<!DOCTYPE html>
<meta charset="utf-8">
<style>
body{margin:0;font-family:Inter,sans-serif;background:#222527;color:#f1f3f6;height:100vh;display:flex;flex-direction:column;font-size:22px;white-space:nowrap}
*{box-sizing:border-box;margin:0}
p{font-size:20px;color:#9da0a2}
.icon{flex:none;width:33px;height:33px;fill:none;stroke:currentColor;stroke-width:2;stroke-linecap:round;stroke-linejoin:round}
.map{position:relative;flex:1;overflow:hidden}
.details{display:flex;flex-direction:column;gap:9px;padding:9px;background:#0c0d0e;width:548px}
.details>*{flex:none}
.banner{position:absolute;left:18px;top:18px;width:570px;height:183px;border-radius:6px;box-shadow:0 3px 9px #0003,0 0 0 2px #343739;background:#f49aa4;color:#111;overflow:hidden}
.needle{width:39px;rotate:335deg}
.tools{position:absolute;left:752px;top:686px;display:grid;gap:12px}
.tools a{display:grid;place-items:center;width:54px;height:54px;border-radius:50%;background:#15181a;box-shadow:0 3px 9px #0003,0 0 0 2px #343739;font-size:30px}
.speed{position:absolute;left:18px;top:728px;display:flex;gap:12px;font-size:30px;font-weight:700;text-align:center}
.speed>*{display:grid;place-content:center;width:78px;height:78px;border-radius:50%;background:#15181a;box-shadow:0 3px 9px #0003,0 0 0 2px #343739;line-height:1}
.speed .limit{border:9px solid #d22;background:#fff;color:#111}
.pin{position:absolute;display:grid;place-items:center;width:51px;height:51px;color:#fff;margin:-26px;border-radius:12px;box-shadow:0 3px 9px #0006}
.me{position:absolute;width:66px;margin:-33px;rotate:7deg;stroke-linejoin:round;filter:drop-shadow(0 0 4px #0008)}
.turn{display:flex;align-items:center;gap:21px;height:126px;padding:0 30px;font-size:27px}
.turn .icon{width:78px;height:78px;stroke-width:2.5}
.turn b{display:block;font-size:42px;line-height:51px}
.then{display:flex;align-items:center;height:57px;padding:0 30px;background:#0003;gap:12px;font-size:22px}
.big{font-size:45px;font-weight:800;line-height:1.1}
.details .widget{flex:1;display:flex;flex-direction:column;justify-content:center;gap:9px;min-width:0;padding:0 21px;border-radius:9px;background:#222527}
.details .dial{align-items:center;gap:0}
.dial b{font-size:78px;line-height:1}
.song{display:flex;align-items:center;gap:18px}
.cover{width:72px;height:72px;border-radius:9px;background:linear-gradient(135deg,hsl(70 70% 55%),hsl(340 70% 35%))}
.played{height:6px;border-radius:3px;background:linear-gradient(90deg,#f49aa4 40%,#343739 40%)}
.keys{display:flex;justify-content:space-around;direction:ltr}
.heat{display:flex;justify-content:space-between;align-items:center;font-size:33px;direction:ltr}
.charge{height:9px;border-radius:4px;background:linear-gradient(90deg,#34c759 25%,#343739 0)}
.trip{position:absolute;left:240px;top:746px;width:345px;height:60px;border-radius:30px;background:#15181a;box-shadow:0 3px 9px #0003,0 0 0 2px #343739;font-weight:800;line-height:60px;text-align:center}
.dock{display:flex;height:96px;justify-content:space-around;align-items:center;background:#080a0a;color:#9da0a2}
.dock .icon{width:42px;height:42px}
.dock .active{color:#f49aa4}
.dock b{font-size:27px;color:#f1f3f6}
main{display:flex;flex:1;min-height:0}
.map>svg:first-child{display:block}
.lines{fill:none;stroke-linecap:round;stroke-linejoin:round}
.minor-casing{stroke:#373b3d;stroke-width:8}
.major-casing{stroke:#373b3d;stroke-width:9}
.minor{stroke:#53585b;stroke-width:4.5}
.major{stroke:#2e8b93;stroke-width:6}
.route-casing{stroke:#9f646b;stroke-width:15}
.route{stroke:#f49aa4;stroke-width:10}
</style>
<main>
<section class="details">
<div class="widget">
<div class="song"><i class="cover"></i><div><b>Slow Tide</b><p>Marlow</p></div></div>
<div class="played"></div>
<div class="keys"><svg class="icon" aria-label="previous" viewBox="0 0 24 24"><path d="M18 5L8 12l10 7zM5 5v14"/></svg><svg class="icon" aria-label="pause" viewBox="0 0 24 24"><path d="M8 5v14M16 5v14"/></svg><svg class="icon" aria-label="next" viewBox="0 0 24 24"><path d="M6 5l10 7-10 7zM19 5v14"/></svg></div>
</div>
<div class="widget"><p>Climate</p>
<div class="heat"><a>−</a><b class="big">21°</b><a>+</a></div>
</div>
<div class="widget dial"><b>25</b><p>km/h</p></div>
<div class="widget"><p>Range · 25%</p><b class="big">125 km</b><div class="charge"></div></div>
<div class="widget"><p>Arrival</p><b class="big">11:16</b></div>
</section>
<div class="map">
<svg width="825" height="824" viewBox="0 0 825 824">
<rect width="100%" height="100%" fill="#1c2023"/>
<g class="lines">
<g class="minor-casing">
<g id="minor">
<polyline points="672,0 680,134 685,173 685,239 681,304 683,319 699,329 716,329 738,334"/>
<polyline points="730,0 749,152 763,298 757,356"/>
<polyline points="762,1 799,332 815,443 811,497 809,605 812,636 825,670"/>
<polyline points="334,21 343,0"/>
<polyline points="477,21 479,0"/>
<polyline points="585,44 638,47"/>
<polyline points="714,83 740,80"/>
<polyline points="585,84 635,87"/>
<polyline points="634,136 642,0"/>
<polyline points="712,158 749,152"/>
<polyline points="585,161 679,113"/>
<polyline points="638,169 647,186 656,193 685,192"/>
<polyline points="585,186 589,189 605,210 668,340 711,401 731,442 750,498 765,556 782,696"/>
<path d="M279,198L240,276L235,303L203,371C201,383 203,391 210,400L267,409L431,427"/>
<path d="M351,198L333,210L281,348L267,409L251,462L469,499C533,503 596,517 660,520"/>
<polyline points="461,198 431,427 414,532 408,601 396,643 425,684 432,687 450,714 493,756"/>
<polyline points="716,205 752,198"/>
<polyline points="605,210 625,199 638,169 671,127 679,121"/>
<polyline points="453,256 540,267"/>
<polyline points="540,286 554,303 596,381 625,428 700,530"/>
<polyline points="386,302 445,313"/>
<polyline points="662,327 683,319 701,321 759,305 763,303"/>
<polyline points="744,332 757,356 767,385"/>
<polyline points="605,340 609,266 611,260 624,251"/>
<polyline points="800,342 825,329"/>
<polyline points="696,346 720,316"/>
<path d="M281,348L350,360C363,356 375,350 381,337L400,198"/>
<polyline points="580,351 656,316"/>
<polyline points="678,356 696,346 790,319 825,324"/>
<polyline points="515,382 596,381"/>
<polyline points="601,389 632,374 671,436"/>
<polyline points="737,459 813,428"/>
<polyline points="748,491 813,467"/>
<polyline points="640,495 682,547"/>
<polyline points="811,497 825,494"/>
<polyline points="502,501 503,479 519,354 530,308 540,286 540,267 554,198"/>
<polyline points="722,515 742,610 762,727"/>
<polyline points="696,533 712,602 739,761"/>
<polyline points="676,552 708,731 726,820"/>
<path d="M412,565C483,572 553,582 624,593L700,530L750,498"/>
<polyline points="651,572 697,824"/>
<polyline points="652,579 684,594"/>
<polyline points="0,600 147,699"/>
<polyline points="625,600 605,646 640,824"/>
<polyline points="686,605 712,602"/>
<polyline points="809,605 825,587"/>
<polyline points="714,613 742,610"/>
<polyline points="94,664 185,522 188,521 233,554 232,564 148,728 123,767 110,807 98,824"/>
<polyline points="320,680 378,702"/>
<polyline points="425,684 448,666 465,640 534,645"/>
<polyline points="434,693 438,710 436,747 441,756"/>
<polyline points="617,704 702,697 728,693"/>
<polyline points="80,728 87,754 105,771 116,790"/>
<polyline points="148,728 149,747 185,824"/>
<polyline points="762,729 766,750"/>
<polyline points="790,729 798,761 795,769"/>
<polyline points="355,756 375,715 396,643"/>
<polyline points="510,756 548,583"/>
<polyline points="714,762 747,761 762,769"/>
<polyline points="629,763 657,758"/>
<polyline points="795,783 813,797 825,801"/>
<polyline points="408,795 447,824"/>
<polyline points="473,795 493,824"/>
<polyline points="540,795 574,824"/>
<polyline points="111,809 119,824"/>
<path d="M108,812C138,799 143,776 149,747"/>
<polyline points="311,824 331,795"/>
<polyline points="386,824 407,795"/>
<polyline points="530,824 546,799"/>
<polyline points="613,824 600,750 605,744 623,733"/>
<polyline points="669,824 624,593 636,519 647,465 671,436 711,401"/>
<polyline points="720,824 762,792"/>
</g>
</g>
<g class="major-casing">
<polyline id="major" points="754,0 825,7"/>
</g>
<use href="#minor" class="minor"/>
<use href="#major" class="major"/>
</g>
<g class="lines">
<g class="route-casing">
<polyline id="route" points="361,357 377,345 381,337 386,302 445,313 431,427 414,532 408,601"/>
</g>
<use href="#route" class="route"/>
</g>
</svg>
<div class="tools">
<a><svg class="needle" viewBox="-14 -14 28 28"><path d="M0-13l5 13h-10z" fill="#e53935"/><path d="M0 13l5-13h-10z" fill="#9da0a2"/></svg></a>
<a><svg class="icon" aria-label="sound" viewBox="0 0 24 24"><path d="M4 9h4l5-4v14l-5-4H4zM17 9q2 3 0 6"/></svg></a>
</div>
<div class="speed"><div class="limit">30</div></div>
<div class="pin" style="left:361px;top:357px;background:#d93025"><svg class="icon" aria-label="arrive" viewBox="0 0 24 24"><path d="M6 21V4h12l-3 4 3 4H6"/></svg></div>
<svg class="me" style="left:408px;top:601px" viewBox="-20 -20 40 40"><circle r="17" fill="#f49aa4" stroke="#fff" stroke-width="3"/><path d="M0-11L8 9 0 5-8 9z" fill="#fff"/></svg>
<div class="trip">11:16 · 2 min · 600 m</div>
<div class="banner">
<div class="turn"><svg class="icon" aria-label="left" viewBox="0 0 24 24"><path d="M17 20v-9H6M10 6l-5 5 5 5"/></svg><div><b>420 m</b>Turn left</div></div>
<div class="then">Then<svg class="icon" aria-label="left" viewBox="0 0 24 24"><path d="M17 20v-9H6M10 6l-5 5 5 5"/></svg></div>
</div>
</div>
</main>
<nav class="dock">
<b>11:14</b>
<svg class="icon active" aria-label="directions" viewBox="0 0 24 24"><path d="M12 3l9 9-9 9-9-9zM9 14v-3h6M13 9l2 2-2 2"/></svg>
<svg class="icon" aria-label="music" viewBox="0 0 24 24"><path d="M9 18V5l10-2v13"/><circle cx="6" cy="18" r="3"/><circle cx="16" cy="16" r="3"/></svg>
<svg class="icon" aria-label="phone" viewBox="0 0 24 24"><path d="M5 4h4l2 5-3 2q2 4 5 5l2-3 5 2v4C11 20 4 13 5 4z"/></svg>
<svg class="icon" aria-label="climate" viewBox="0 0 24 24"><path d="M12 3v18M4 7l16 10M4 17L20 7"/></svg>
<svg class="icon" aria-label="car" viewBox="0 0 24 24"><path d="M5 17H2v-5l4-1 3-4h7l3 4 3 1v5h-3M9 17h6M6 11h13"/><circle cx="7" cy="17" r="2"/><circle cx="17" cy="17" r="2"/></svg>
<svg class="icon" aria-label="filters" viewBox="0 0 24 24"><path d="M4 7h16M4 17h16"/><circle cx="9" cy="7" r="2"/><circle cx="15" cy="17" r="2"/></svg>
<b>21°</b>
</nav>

◆ **What this task involves**
Tail of the listing, starting at the line with "3l9 9-9 9-9-9zM9" and ending at the last line: output it exactly and add nothing.

◆ **Answer box**
<svg class="icon active" aria-label="directions" viewBox="0 0 24 24"><path d="M12 3l9 9-9 9-9-9zM9 14v-3h6M13 9l2 2-2 2"/></svg>
<svg class="icon" aria-label="music" viewBox="0 0 24 24"><path d="M9 18V5l10-2v13"/><circle cx="6" cy="18" r="3"/><circle cx="16" cy="16" r="3"/></svg>
<svg class="icon" aria-label="phone" viewBox="0 0 24 24"><path d="M5 4h4l2 5-3 2q2 4 5 5l2-3 5 2v4C11 20 4 13 5 4z"/></svg>
<svg class="icon" aria-label="climate" viewBox="0 0 24 24"><path d="M12 3v18M4 7l16 10M4 17L20 7"/></svg>
<svg class="icon" aria-label="car" viewBox="0 0 24 24"><path d="M5 17H2v-5l4-1 3-4h7l3 4 3 1v5h-3M9 17h6M6 11h13"/><circle cx="7" cy="17" r="2"/><circle cx="17" cy="17" r="2"/></svg>
<svg class="icon" aria-label="filters" viewBox="0 0 24 24"><path d="M4 7h16M4 17h16"/><circle cx="9" cy="7" r="2"/><circle cx="15" cy="17" r="2"/></svg>
<b>21°</b>
</nav>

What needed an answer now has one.